Storebrands: 2023 Private Label Outlook: Turning the Page
The past two years have seen the changing of the calendar from December to January met with hope and a level of cautious optimism as retailers and product suppliers alike sought to put the prior year’s hurdles behind them.
For those needing a reminder, the past three years have offered mountainous challenges ranging from a global health crisis to supply chain speed bumps and price hikes not seen in a generation or two. Hoping for a normal business climate? Most experts will say they are no longer sure what normal is.
What is clear is that 2023 will offer its own unique set of opportunities and challenges, and for the private label sector, the chance to build off a strong 2022 when inflation led consumers to seek out lower-cost, store-branded products to make ends meet. In the process, many shoppers also discovered their money saving choices revealed products that rival or exceed the quality offered by legacy national brands.
“We have again seen retail brands become more accepted by the consumer and we hope that continues, even if the economy shows some improvement this year,” said Peggy Davies, president of the Private Label Manufacturers Association (PLMA).
While price will continue to be a major factor in consumer spending habits and the choices they make when shopping in-store and online, industry experts also feel there is more retailers can do to highlight the benefits of store brand products that go beyond simply being less expensive than their national branded competitors.

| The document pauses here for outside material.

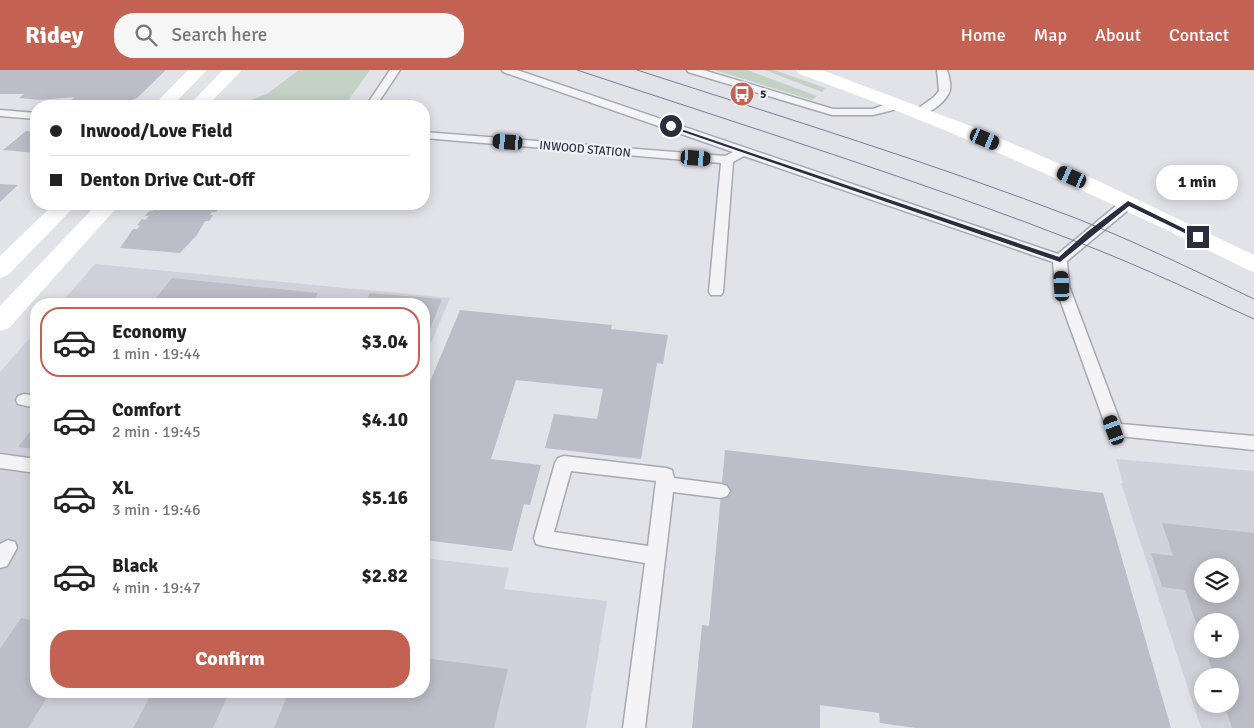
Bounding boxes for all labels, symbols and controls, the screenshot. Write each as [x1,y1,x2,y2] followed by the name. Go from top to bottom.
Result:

“Retailers need to treat their private label brands as brands,” said Barbara Connors, vice president of Strategy and Acceleration with 84.51°, Kroger’s retail analytics firm. “They need to focus on marketing their brands to drive awareness and keep their products top of mind with shoppers. While consumers may buy the items because they are less expensive, it’s important for retailers to also highlight the quality of the items as well.”
Utilizing these long-standing tenets of marketing would also give retailers the chance to create an emotional connection with shoppers about a given retailer’s private label assortment. To do so, there’s a line of thinking among those who closely watch the private label industry that retailers need to continue evolving what motivates them when working to develop new products.